The Canadian province is home to a surprising number of famous fossil discoveries that track Earth's history back hundreds of millions of years.
Parrsboro, Nova Scotia
When you visit certain parts of Canada's Maritime Provinces, you can easily imagine yourself stepping back in time. The towns seem like towns from the 1950s preserved in amber; lifestyles are deeply rooted in the land or sea; and people move in a casual, unhurried way.
Within a short distance of Parrsboro, Nova Scotia, you can find places that go so far back in time that they predate even the world of Jurassic Park. Take West Bay, for example. A local named Eldon George told me that its cliffs are "an excellent drag site." He did not mean that these cliffs were popular for racing cars. Rather, he was referring to the fossilized drag marks and prints of prehistoric creatures preserved in the rock.
As if to prove his point, Mr. George, a dedicated amateur fossil collector, showed me the prints of a horseshoe crab. The drag mark of its spiky tail swiveled behind these prints like a miniature S.
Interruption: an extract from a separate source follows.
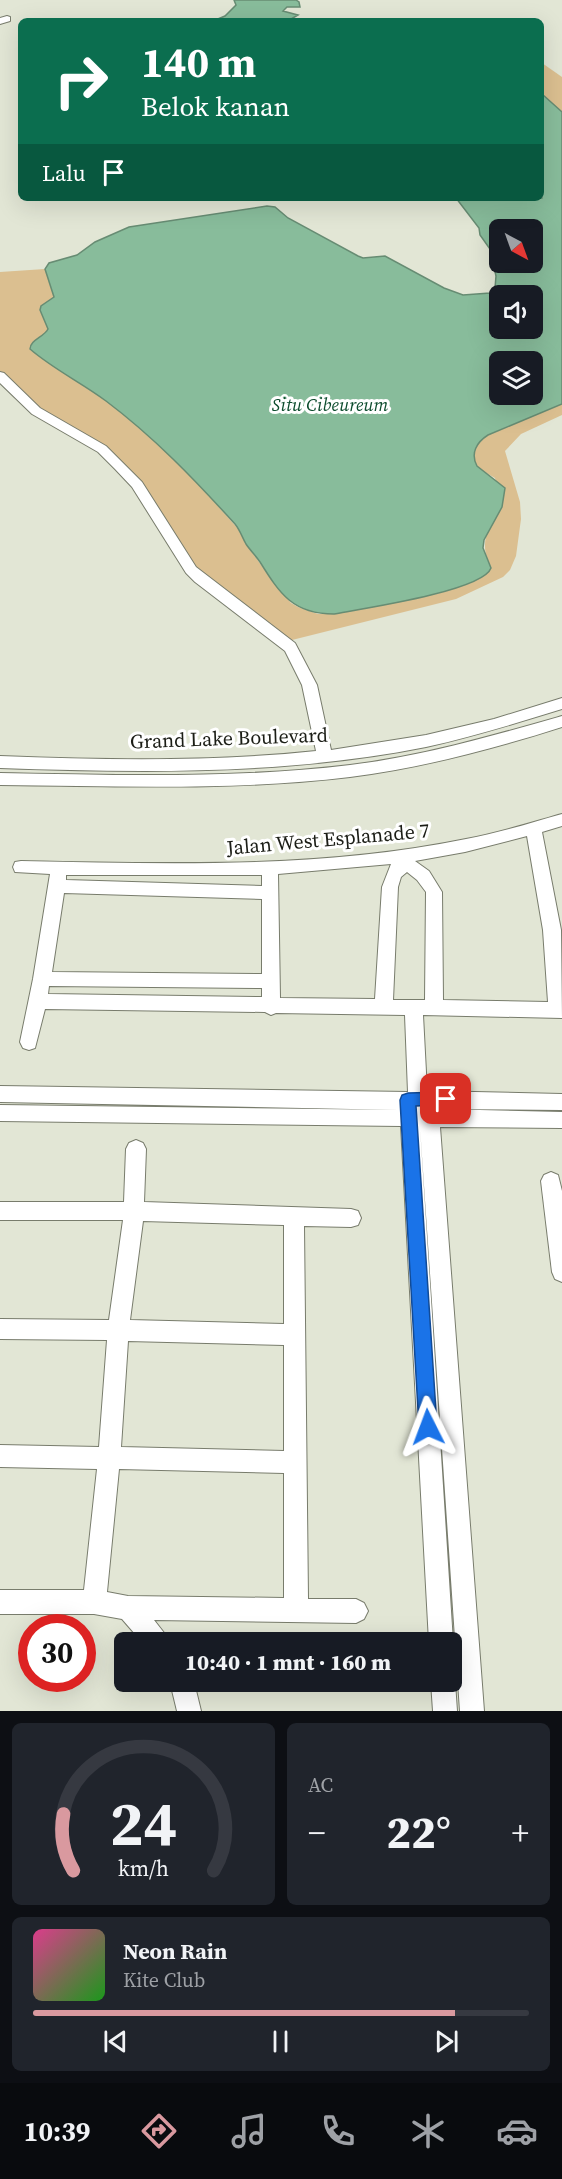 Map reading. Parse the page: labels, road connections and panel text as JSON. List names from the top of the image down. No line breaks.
{"streets":{"street":["Grand Lake Boulevard","Jalan West Esplanade 7"]},"water":["Situ Cibeureum"],"north":"bottom right","page":{"turn":["140 m","Belok kanan"],"then":"Lalu","limit":"30","trip":"10:40 · 1 mnt · 160 m","tile":"AC","heat":["−","22°","+"],"song":["Neon Rain","Kite Club"],"tabs":"10:39","gauge":["24","km/h"]}} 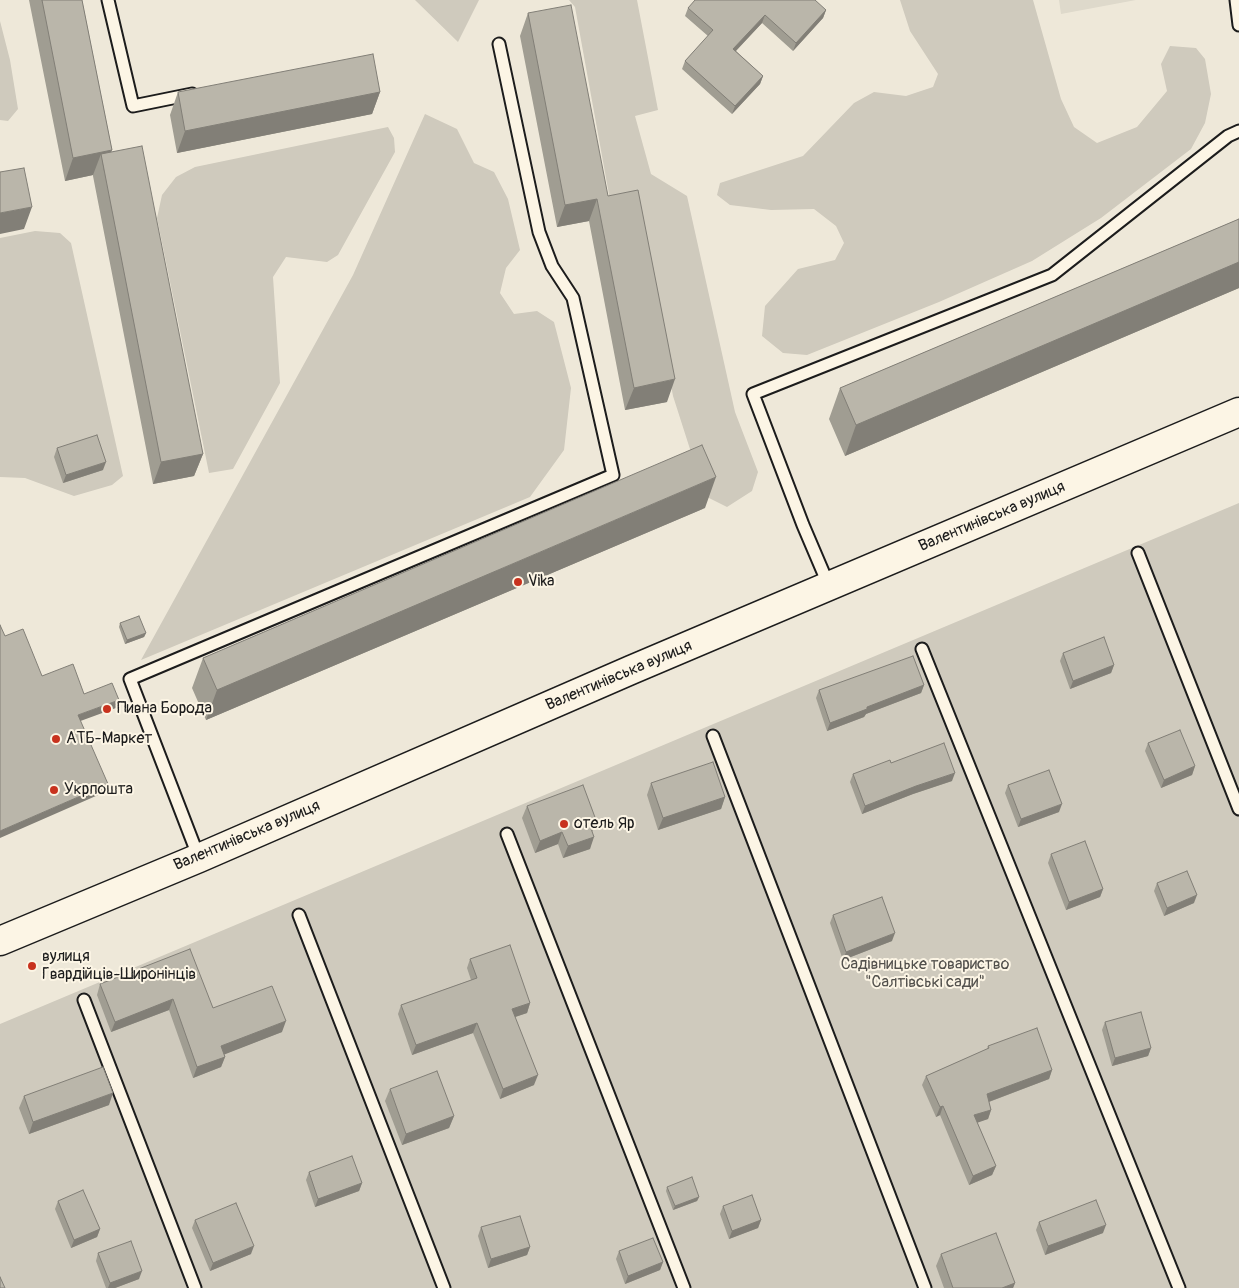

"Maybe 250 million years ago, these little [creatures] were walking around on the sea bottom here – imagine!" he exclaimed. Indeed, little creatures were once the dominant form of life in this part of Nova Scotia. (See Fossils of Nova Scotia at http://museum.gov.ns.ca/fossils/index.htm.)
In 1984 at nearby Wasson's Bluff, George discovered a rock crisscrossed by tiny trackways, which turned out to have been made by the smallest dinosaur ever found, an animal scarcely bigger than a house sparrow.
George was more exhilarated by his discovery, an early Jurassic ancestor of Stephen Spielberg's charismatic megareptiles, than if he had found the jawbone of a T. rex. For him, size matters, but in reverse.